Sunday 22 July 2012

Paul Doherty: The House Of Shadows Reviewed



Five Kentish knights gather annually at the Night in Jerusalem tavern in Southwark, a reunion of old soldiers. Good food, good drink, a doxy or two to hasten the blood, then back to their families. This year, though, is different, as one by one the knights are found dead, in mysterious and misleading circumstances.

Other murders occur, muddying the waters to be investigated by Sir John Cranston, Coroner of the City of London, and his scrivener Brother Athelstan. Underlying all is the tale of a stolen fortune, the Lombard treasure.
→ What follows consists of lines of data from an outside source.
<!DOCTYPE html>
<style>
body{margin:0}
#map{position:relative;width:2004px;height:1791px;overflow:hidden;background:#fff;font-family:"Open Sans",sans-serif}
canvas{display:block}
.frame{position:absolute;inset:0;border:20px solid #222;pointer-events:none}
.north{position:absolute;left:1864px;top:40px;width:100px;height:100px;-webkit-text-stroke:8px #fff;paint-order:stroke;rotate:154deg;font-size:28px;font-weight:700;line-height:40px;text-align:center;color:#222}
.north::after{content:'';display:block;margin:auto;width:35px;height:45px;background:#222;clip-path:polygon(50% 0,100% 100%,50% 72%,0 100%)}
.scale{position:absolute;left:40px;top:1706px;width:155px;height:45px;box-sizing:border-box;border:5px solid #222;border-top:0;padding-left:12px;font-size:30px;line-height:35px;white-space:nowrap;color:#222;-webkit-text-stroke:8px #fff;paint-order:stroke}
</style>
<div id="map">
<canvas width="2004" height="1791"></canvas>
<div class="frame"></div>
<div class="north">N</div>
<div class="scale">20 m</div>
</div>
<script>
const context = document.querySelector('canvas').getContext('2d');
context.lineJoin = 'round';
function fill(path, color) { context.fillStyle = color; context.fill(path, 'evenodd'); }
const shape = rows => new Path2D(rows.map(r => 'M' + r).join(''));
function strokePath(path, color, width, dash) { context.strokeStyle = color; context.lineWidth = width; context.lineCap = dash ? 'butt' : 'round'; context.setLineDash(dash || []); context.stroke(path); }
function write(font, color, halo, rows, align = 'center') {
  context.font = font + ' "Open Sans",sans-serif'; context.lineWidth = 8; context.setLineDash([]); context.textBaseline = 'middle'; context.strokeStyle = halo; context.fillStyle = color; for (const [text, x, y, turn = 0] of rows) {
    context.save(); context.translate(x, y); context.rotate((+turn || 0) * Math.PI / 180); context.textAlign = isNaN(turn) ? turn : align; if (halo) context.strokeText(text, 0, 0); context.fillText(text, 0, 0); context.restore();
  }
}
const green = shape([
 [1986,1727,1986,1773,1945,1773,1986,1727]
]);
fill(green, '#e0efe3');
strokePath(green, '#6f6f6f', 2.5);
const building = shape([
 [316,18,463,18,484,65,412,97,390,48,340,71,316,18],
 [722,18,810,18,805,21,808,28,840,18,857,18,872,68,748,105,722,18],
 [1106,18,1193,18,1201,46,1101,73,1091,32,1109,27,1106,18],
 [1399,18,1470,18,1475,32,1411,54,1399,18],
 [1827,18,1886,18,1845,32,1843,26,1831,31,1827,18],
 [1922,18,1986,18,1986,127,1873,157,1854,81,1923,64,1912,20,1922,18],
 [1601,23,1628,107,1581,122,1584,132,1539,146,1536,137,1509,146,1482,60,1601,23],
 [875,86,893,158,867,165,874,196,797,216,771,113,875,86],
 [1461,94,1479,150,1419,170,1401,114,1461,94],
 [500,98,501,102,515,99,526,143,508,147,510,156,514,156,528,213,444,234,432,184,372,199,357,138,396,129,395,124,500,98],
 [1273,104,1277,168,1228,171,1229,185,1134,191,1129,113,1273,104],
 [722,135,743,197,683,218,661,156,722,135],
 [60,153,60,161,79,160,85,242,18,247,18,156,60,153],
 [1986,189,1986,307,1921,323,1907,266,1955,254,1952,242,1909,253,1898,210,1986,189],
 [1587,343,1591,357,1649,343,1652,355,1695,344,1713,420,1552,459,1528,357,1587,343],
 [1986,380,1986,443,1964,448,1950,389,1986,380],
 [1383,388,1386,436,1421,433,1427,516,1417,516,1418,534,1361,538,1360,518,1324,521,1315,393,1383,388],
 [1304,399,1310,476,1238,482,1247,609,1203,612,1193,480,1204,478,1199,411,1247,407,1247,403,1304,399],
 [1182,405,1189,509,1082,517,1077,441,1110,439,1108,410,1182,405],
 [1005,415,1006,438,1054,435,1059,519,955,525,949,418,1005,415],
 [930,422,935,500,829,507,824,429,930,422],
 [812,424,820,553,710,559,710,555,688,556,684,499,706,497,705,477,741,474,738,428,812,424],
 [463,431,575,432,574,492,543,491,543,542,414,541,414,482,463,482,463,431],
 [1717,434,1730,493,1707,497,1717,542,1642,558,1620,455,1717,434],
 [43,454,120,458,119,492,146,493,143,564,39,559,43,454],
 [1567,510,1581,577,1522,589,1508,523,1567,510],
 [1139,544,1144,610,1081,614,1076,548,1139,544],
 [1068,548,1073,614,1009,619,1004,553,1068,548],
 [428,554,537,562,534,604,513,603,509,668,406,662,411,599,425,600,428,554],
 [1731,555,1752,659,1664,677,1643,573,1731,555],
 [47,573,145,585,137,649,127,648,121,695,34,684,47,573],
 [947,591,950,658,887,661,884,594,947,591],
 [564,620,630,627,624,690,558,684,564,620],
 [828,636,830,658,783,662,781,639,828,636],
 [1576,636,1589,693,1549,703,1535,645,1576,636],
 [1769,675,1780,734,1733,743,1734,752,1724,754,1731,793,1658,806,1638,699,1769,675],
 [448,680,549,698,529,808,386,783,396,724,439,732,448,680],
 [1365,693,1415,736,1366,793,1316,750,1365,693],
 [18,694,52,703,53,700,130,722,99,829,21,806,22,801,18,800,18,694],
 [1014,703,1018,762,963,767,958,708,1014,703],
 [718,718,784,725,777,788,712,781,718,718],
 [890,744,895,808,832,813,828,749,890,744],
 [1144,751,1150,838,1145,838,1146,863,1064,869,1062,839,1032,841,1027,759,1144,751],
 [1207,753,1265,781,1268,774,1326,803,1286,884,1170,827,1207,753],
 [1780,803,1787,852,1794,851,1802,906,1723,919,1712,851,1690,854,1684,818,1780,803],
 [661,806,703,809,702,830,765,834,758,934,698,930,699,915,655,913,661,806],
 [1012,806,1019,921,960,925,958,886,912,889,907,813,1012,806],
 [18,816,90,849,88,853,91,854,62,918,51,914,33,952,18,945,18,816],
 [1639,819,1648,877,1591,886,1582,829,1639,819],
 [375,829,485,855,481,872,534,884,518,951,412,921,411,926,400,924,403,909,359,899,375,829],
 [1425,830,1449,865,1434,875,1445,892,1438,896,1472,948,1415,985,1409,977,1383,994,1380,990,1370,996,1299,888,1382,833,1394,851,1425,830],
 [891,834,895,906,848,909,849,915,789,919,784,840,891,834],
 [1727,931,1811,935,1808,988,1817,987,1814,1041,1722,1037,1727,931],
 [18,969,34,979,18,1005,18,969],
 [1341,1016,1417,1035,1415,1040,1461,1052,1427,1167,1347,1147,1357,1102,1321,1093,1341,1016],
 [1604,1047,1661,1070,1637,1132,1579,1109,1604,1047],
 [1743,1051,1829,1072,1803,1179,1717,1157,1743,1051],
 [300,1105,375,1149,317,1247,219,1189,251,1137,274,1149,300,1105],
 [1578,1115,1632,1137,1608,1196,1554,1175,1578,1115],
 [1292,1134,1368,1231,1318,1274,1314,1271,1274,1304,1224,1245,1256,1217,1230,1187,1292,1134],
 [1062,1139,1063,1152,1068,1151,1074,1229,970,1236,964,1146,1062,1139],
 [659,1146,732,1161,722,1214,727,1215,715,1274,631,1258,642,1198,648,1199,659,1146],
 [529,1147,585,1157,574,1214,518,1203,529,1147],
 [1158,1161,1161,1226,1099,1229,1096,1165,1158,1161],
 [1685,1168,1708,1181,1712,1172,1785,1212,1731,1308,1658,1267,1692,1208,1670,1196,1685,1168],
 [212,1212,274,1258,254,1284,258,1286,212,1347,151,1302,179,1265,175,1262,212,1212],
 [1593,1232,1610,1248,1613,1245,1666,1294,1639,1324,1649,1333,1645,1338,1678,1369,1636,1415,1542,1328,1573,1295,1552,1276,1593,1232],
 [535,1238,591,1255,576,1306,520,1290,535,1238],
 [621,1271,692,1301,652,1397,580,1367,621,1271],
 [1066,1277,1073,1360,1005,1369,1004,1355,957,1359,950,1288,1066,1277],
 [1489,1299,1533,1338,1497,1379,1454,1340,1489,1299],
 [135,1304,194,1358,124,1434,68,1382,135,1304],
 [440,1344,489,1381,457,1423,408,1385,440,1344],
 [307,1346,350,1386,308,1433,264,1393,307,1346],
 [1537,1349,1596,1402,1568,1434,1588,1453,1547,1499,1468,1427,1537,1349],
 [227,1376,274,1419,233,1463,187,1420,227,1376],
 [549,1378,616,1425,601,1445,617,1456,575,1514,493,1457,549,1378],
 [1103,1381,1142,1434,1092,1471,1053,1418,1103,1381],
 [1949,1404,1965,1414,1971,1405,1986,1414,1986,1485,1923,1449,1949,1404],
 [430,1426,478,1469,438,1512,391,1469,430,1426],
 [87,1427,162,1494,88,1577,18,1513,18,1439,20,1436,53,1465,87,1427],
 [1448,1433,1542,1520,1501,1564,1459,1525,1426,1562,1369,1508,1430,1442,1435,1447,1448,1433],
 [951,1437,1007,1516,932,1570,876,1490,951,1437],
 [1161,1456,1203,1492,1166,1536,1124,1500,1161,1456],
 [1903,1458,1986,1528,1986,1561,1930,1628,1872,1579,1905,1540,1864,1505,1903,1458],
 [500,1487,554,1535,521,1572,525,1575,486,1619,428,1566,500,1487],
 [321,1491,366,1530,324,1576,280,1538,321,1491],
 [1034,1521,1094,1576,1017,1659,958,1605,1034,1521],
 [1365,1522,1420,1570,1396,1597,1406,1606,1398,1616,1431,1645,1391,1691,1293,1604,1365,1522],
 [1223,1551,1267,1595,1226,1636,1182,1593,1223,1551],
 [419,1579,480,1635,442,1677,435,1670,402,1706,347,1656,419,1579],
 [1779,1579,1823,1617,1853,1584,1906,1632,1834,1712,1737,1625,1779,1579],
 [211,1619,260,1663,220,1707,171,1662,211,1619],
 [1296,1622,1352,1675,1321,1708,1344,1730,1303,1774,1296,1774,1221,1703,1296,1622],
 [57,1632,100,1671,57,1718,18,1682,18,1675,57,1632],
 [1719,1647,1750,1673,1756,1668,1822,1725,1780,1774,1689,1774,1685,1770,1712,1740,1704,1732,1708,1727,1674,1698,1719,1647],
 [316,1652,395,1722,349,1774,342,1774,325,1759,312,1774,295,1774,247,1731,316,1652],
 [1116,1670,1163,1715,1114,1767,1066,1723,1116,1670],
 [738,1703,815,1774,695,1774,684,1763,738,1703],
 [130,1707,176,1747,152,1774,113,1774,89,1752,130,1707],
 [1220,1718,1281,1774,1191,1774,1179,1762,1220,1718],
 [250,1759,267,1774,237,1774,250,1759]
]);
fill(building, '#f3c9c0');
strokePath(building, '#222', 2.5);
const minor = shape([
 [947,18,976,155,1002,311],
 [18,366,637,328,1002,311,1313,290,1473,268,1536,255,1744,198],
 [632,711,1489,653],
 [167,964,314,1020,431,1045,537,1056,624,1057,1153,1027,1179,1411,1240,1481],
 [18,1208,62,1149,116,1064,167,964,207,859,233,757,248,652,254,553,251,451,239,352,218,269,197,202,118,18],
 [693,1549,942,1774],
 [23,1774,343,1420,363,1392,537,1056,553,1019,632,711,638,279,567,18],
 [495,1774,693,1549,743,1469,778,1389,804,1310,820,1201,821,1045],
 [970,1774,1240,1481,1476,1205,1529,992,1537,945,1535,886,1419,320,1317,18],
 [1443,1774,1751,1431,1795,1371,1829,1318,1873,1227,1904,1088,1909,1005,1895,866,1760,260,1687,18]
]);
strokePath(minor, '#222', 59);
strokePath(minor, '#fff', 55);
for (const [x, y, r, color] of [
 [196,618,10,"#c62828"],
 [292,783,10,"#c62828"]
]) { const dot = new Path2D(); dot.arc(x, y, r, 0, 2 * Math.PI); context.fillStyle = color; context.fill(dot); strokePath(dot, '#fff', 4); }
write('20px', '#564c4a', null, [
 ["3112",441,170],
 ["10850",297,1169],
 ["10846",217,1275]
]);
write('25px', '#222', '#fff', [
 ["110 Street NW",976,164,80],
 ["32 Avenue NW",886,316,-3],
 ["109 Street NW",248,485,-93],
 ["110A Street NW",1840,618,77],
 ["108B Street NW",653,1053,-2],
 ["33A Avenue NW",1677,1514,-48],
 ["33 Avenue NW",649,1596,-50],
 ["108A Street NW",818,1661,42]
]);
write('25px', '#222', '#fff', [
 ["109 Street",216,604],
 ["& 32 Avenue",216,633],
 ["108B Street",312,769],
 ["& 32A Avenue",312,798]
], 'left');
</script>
Borrowed to pay for a war, gone missing with its escort on the night it was sent to a waiting fleet, many want the treasure - not least the Machiavellian Regent, John of Gaunt.

Already a rich mix, Doherty throws in a few more mysteries. Who is the Misericord, a thief who seeks sanctuary in Athelstan's church? Who has paid the Judas man, savage bounty hunter, to seek and kill the Misericord? What possible connection could either have with current murders or past robbery?

Doherty has written another rich novel of crime in old London, setting timeless misdeeds against the rich and rotting panoply of the old city. From the Fisher Of The Dead to the tavern keepers, the merchants rich and poor, the slatterns, the author keeps us entertained as our two heroes stumble at first, then begin to make sense of the investigations. There's some fine deductive reasoning - mostly by Athelstan as usual.

If you like historical fiction with fine detail, good plot and a narrative that fairly races along, this will appeal to you. One of the best of the Sorrowful Mysteries of Brother Athelstan.

1 comments:

Julie Ann Brady said...

I'd been looking at Brother Athelstan a little more closely. I love historical novels but gravitate to non-fiction or based on non-fiction with a twist. Sounds compelling!